Anyone living in the United States for the past decade or so, though, ought to have some inkling as to why. State crimes - things like denials of human rights, unauthorized surveillance, indefinite detention without due process, torture, rendition and assassination - require the initiative of a few, but the complicity of many. Prosecuting those "at the top" who initiated criminal actions amounts to the indictment of more than just a few leaders. It amounts to the indictment of the entire regime they headed up. To the extent that people complicit in the old regime remain powerful, they will have both the incentive and the capability to quash legal reprisal. Only in the rare cases of true revolutions, wherein the entirety of a state's political class is ejected from power, will there be space opened up for legal redress of grievances. And even then, once a society has reached the point of complete political bouleversement, there is an understandable tendency to handle the old regime with show trials and firing squads, not credible legal inquiry.

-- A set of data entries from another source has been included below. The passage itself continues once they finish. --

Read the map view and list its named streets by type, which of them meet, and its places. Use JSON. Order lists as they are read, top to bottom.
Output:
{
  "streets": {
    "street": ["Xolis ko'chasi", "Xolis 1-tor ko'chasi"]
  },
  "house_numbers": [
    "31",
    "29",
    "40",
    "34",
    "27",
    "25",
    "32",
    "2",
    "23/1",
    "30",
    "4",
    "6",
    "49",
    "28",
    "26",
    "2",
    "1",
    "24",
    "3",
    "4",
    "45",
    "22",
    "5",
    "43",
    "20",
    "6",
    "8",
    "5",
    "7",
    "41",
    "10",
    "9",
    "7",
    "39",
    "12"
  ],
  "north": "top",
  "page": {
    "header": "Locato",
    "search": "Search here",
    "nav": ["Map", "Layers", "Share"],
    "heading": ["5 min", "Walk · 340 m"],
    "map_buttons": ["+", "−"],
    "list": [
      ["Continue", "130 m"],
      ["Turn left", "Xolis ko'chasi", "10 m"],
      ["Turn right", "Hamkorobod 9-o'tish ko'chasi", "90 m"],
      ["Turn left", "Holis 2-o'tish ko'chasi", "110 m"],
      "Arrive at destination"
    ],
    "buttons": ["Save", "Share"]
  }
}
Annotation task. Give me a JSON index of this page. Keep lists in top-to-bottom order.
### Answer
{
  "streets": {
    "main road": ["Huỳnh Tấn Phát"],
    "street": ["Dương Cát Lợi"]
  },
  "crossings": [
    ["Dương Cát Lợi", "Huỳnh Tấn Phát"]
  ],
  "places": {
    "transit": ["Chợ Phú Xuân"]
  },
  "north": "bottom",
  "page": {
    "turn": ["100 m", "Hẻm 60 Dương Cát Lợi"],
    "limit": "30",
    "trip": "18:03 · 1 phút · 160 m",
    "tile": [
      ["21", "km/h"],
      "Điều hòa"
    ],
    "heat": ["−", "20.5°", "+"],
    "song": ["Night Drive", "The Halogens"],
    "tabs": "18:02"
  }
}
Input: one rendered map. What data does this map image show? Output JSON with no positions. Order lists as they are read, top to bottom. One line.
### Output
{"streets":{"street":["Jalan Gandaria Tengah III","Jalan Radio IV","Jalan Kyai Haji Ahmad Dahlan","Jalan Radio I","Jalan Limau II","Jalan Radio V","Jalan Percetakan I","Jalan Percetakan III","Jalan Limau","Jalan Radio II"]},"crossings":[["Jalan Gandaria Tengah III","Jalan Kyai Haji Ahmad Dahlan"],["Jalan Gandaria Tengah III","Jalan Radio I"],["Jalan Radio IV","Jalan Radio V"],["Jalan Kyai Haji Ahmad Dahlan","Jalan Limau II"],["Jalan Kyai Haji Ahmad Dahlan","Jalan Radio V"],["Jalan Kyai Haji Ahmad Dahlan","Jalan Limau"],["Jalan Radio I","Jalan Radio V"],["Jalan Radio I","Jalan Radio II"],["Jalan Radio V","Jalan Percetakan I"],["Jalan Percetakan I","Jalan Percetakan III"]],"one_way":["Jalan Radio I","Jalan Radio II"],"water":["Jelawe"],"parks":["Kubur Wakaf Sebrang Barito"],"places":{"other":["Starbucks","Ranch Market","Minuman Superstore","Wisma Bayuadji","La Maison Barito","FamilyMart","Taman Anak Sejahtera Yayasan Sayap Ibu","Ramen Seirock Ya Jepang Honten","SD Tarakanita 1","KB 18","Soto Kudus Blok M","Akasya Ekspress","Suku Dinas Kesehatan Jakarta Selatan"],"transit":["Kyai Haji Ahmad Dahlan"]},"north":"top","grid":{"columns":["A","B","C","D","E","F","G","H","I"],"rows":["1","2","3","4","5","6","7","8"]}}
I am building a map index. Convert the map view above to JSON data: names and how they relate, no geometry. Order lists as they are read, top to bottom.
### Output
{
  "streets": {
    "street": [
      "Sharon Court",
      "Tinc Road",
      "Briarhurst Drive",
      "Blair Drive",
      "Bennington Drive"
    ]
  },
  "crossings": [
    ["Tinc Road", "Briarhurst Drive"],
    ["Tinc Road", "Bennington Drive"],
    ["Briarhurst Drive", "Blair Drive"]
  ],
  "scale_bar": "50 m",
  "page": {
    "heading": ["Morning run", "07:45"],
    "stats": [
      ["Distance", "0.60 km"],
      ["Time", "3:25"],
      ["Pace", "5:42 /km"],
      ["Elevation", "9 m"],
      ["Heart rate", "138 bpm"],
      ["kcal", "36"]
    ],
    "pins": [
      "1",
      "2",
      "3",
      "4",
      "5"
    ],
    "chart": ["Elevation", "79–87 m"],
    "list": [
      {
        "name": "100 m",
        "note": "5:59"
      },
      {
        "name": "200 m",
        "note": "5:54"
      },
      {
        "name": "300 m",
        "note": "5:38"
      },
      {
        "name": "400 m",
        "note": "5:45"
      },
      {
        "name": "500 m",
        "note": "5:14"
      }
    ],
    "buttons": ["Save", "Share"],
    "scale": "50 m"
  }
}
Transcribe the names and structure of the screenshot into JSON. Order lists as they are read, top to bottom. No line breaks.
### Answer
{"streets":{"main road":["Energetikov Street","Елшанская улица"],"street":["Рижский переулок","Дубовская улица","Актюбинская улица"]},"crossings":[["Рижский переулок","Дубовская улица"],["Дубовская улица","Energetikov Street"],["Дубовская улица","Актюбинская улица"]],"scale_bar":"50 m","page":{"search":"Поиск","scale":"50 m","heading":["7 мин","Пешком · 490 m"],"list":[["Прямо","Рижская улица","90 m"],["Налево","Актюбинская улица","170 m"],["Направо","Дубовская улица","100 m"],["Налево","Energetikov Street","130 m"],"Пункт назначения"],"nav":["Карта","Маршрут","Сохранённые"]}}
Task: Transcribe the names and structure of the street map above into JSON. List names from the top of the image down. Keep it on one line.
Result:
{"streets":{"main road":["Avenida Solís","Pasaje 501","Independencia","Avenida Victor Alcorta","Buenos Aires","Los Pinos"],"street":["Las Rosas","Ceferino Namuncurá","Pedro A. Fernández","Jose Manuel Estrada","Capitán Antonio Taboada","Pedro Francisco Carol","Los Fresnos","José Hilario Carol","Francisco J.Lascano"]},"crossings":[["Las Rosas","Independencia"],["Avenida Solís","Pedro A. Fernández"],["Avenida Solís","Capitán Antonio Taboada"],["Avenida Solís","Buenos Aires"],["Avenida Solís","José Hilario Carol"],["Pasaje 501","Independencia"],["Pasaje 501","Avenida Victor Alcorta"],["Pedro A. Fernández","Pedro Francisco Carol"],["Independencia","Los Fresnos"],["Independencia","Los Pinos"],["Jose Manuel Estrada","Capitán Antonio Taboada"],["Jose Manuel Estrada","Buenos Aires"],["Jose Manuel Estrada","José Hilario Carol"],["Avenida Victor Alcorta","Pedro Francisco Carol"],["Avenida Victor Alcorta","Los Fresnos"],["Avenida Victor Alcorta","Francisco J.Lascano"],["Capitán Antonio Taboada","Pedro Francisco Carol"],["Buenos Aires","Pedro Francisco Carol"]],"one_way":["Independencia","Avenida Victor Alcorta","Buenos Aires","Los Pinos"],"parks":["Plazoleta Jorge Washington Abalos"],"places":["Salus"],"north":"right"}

True revolutions are rare in any case. What most states get most of the time is more akin to a managed coup, wherein certain elements of the old political system coexist uneasily with insurgent upstarts, working out a balance of power that, with any luck, is an improvement on the previous regime, but not a complete reversal of it. That's not the kind of environment conducive to prosecuting ex-leaders who, while out of power, remain influential if only because so many of the people complicit in their earlier rule remain in place.
I recently picked up John Nichols' The Genius of Impeachment, a short treatise arguing for less reticence in impeaching sitting executives. I don't find his argument especially convincing - removing a sitting president might be satisfying and just, but it won't affect a meaningful transfer of power - but I am left wondering whether the Obama Administration would have been quite as willing to institutionalize so many Bush-era executive abuses if there was a genuine legal/political downside of doing so. Of course, any impeachment proceedings against Bush would have damaged the electoral and political fortunes of his Republican supporters in Congress, and the converse is now true for Congressional Democrats. Part of this simply reflects the fact that a checks-and-balances system is a poor means of placing liberal constraints on state behavior. Much of it, though, reflects the broader complicity of American political leaders in actions that violate the U.S. Constitution and the principles of governance it sets out.
Anyway, for the sake of the Tunisian people, I hope Ben Ali is brought to legal account. Precedent, though, is not on their side.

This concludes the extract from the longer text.